Every line in the entries that holds the word "data" counts toward the answer, which should be a single number.

#### GIVEN ENTRIES

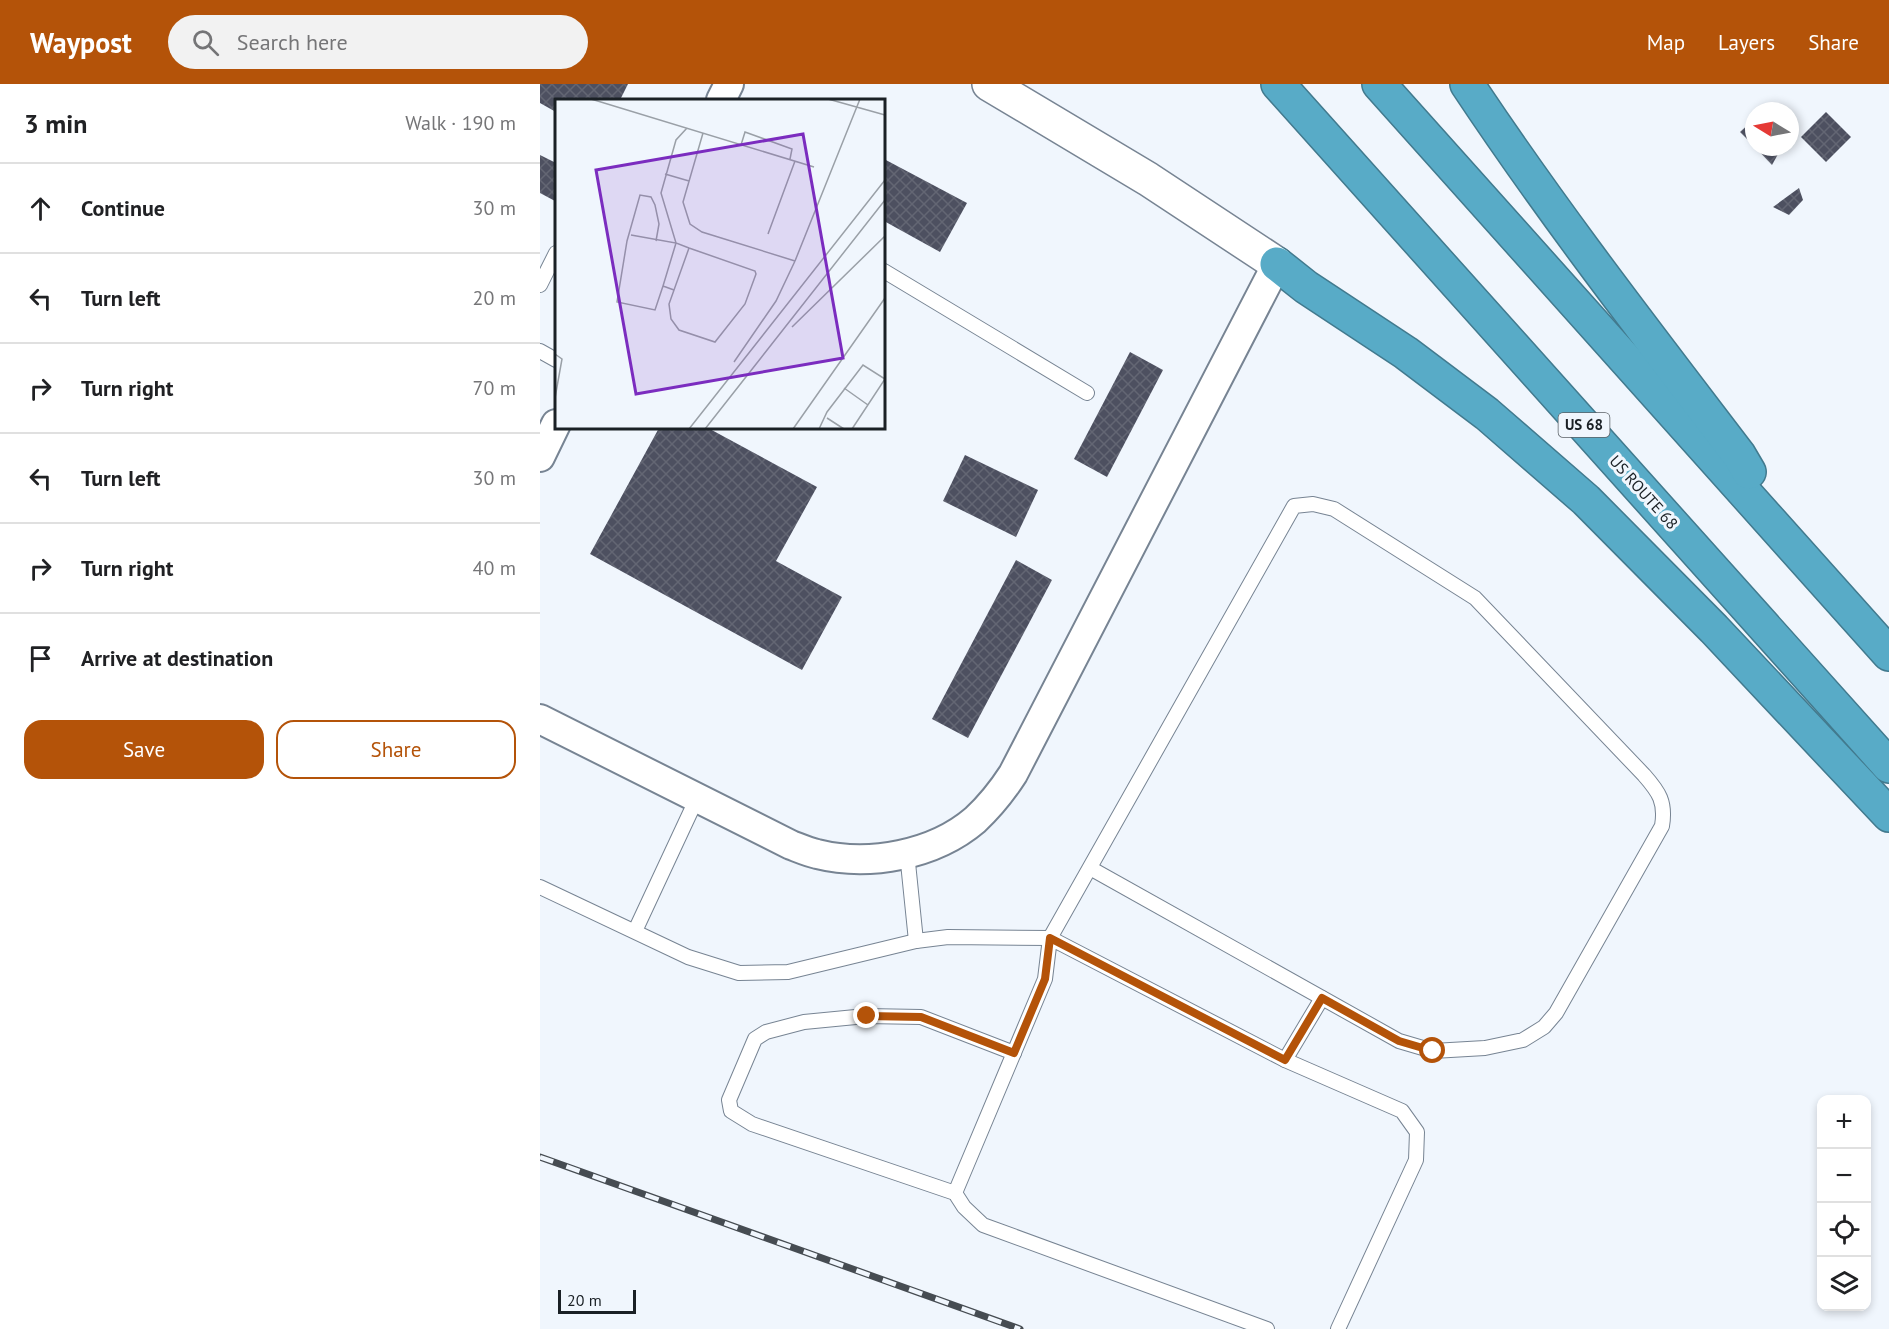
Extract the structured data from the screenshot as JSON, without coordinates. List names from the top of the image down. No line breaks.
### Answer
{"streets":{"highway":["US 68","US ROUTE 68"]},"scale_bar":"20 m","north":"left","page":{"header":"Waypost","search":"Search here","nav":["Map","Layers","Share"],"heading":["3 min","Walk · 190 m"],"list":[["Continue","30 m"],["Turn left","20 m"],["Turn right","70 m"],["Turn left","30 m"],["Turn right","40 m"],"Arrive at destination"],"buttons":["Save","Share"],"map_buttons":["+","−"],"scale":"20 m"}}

########
#### GIVEN ENTRIES

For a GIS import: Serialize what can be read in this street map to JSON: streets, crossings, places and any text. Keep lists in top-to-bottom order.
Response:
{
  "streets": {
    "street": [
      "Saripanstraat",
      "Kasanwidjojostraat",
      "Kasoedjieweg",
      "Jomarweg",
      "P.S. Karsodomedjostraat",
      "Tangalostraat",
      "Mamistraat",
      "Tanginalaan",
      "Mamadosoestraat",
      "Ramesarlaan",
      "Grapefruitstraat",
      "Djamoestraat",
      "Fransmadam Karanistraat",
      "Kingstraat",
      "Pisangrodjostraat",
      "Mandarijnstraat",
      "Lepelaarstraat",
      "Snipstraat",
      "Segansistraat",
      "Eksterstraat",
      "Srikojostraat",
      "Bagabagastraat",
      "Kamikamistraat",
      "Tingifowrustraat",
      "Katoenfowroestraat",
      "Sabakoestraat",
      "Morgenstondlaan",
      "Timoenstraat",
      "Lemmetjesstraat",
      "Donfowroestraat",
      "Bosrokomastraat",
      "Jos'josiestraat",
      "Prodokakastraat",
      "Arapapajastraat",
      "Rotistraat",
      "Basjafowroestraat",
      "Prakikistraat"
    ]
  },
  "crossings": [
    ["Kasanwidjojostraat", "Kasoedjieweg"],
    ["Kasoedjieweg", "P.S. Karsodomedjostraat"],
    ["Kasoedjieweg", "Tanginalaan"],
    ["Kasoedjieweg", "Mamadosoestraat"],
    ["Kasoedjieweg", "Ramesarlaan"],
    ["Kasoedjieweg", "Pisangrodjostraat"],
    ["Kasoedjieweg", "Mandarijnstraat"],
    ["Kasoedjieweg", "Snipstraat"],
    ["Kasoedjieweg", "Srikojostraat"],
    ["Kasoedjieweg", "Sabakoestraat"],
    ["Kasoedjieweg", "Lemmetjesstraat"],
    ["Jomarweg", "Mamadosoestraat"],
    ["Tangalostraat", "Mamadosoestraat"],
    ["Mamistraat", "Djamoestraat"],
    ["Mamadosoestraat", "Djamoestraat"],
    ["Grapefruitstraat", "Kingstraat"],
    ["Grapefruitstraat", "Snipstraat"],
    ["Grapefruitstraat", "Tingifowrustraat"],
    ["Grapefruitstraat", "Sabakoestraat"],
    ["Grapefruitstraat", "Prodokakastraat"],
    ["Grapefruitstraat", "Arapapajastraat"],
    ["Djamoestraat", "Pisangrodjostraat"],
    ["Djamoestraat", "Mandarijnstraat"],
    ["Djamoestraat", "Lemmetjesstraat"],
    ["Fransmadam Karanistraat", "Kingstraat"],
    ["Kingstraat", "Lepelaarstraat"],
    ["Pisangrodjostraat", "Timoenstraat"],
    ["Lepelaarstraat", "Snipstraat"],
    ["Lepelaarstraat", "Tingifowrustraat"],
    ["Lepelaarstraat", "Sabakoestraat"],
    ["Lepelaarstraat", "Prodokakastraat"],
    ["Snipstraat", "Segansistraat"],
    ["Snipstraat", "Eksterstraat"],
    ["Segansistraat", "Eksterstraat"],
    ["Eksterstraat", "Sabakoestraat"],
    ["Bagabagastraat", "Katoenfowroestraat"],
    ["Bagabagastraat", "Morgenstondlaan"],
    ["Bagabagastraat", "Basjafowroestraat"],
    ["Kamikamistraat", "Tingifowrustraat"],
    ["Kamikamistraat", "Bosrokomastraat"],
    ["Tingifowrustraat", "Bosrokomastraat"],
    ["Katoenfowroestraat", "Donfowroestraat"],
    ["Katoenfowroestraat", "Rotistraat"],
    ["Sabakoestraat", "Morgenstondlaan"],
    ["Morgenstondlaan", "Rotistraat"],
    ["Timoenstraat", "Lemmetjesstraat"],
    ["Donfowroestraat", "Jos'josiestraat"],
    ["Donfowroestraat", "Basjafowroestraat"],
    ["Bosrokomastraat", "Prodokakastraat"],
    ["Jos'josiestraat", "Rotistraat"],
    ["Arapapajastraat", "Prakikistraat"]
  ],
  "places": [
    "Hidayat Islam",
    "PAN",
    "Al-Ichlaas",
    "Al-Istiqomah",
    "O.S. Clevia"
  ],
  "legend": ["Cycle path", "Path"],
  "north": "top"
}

########
#### GIVEN ENTRIES

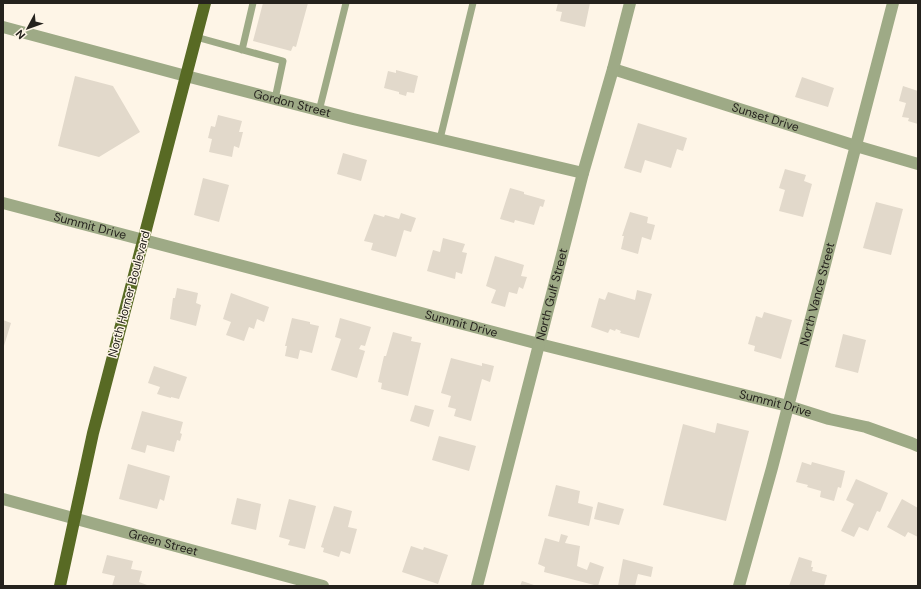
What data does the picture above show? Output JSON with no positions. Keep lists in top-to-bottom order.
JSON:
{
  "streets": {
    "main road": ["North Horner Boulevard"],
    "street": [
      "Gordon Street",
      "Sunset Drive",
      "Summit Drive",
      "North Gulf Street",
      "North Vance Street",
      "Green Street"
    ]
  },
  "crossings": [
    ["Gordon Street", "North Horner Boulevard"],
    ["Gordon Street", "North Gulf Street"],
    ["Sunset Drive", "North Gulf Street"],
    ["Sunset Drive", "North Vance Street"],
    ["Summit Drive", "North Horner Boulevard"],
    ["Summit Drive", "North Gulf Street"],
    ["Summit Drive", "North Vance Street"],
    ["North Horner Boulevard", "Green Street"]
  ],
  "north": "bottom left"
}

########

## ANSWER TO THE PROBLEM:
2